“Y contame, Valentín, ¿a veces escuchás voces?”, preguntó Antonio.
Esto me resultó un poco extraño: apenas responderle hubiera sido indicación suficiente de que, en efecto, escucho voces. Ante la duda, consulté: “¿Voces como la tuya en este momento?”. Yo no era quién para decirle a un psiquiatra cómo hacer su trabajo.
“No, me refiero a voces que otras personas no escuchan”. Eso tenía mucho más sentido.
La mayoría de las personas atribuimos a nuestra inmensa vida interna un montón de palabras, una suerte de monólogo interno que ordena nuestros pensamientos. Este no es un “discurso privado”, como el que ocurre cuando nos hablamos en voz alta, sino más bien cierta conversación que ocurre dentro nuestro cuando miramos el techo en una sala de espera, cuando nos aburrimos en una clase o cuando lavamos los platos.
Ambos fenómenos parecen cumplir un montón de roles en nuestra vida cotidiana, desde ordenar nuestras experiencias — y, en consecuencia, nuestra memoria — o ayudarnos a planificar lo que hacemos, hasta regular nuestras emociones y acompasar nuestra creatividad. Cuanto más joven es la persona más discurso privado suele haber y menos monólogo interno, una proporción que se revierte a medida que crecemos, algo sencillo de verificar en cualquier jardín de infantes.
Quizá uno de los primeros en detenerse a estudiar el discurso privado de los niños fue Jean Piaget, cuyo Le langage et la pensée chez l’enfant (1923) inauguró el campo. Según su teoría, este tipo de expresiones reflejaban la incapacidad de los niños para adoptar perspectivas ajenas y adaptar su habla a sus interlocutores. Este discurso privado sería, entonces, un resultado del fracaso para comunicarse.

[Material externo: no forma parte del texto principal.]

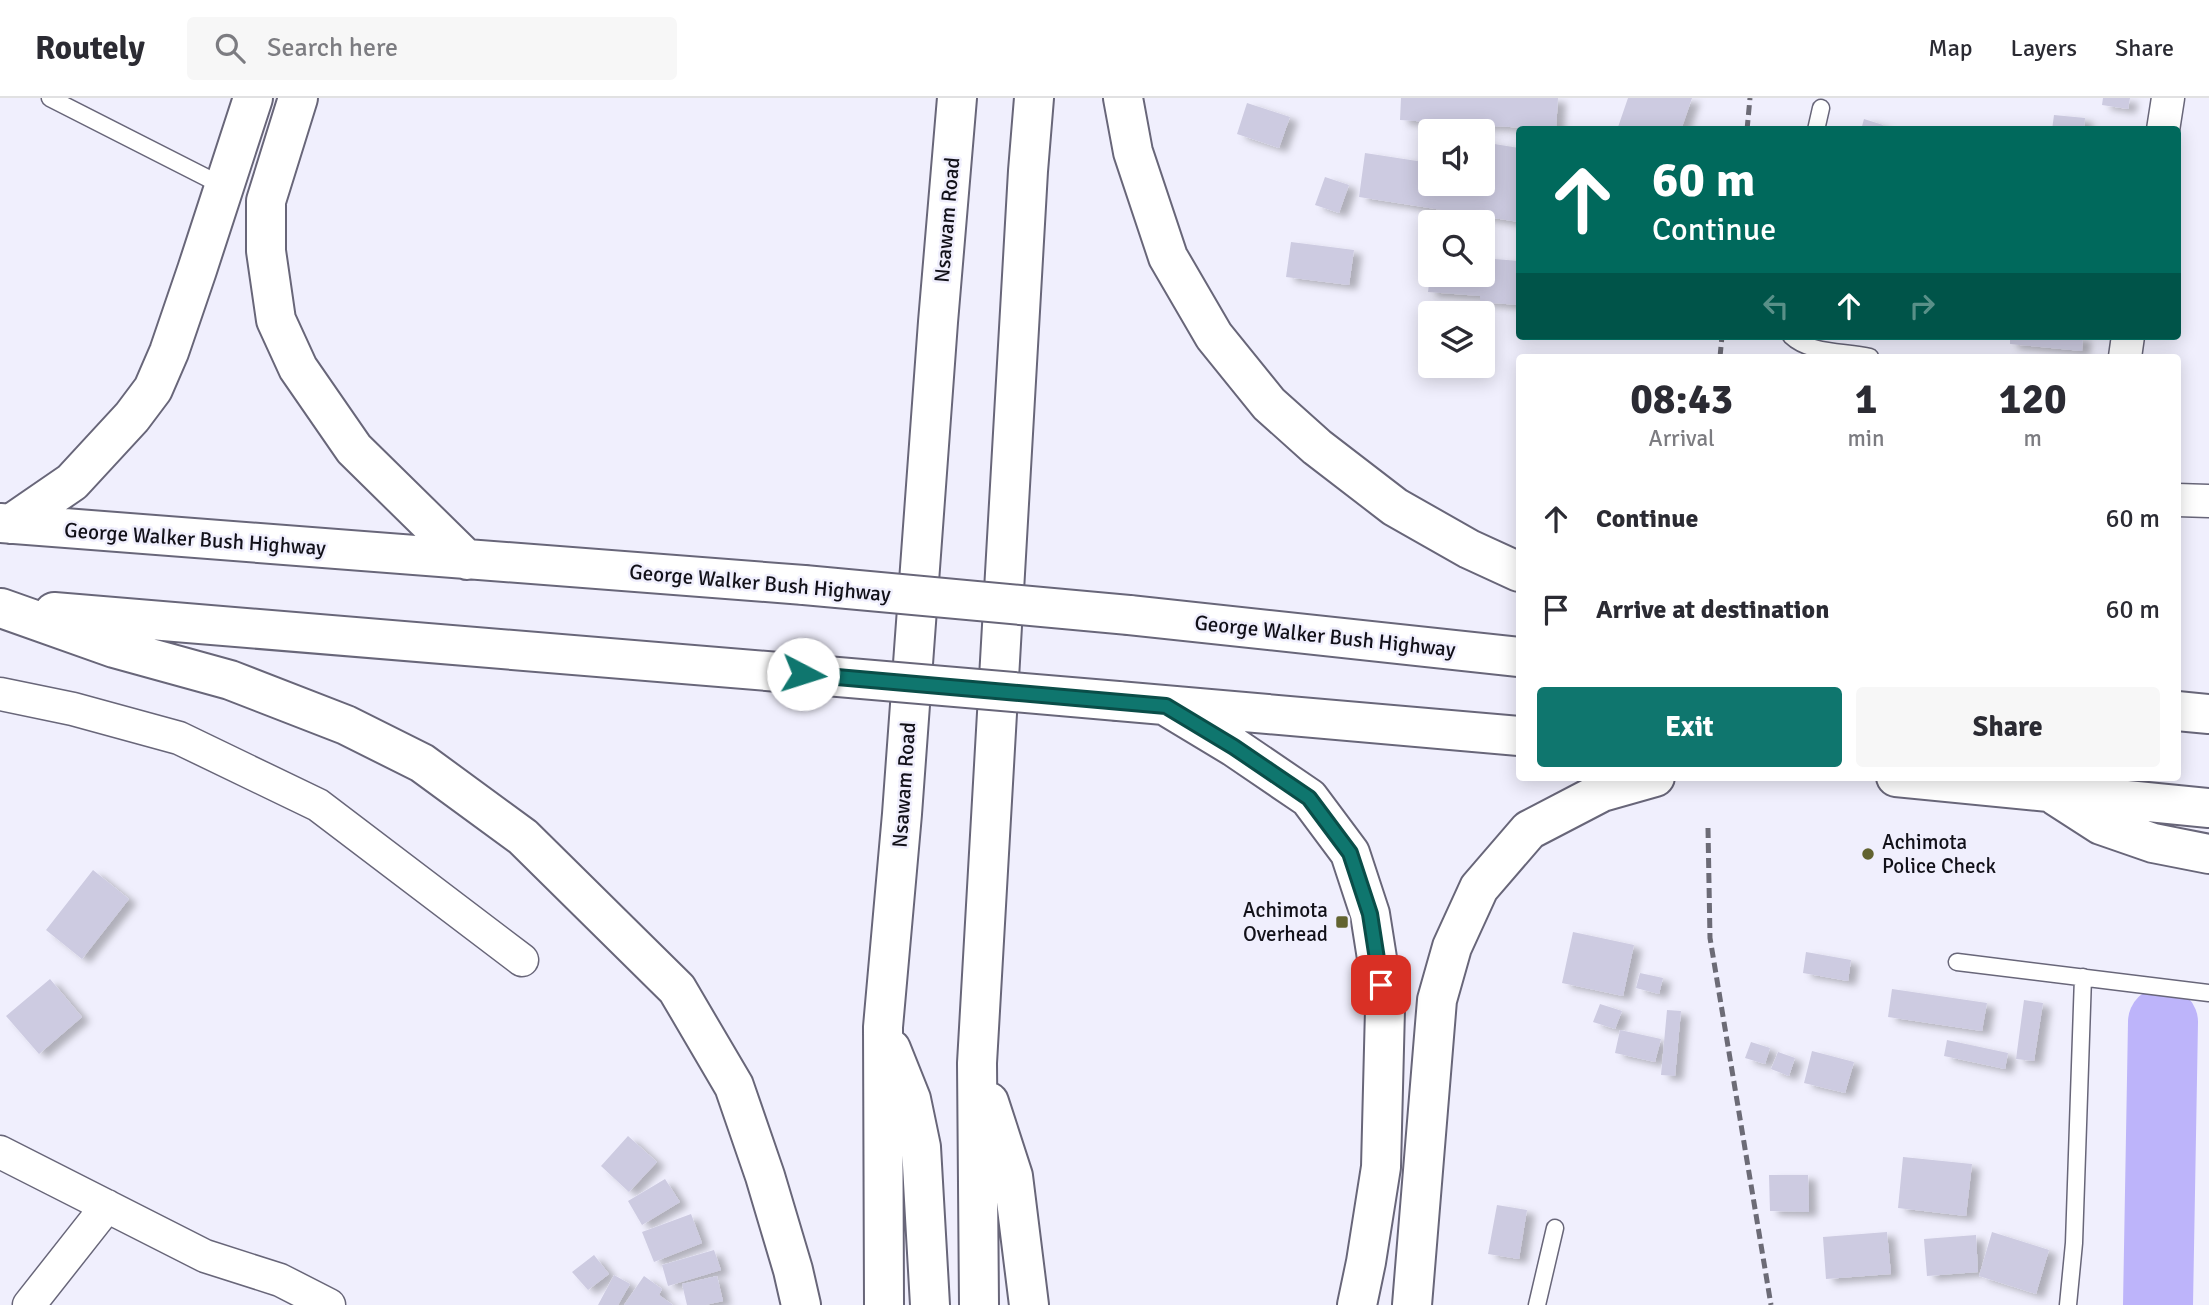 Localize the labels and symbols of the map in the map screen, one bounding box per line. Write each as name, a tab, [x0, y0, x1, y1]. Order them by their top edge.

Unos pocos años después, el psicólogo ruso Lev Vygotskiĭ tomó la posta y ofreció una explicación diferente: los niños se apropian deliberadamente de palabras que usaron en interacciones sociales previas. En vez de utilizar el lenguaje para regular estas interacciones, juegan con él para practicar regularse a sí mismos. Esta explicación rival es la que ha sido mayormente aceptada desde entonces.
Esta historia acerca de cómo empezamos a escuchar a las voces en nuestra cabeza o, mejor dicho, acerca de cómo empezamos a prestarles atención como objeto de estudio, es la que recupera Charles Fernyhough en The Voices Within (2016). Su propio recorrido académico da cuenta del renovado interés que apenas hace algunas décadas logró el curioso fenómeno de nuestros monólogos — y conversaciones — internos.
Lo que Vygotskiĭ sugería era que el silencioso monólogo interno de los adultos es una versión internalizada de las conversaciones que mantenemos con otros cuando nos desarrollamos en la infancia. Esto también parece implicar que la estructura de este discurso es análoga a la de una conversación: un intercambio de puntos de vista.
No debería sorprendernos, entonces, que Platón insistiera en el quehacer filosófico como una cuestión dialógica. Pero también pone de manifiesto mecanismos de control: cuando un sistema inteligente — como una persona o, al menos, ciertas personas — decide cómo actuar suele hacerlo en respuesta a una idea acerca de cómo actuar. Si a un sistema hay que decirle cómo actuar, por ejemplo a una computadora, entonces parece carecer de un aspecto esencial de la inteligencia.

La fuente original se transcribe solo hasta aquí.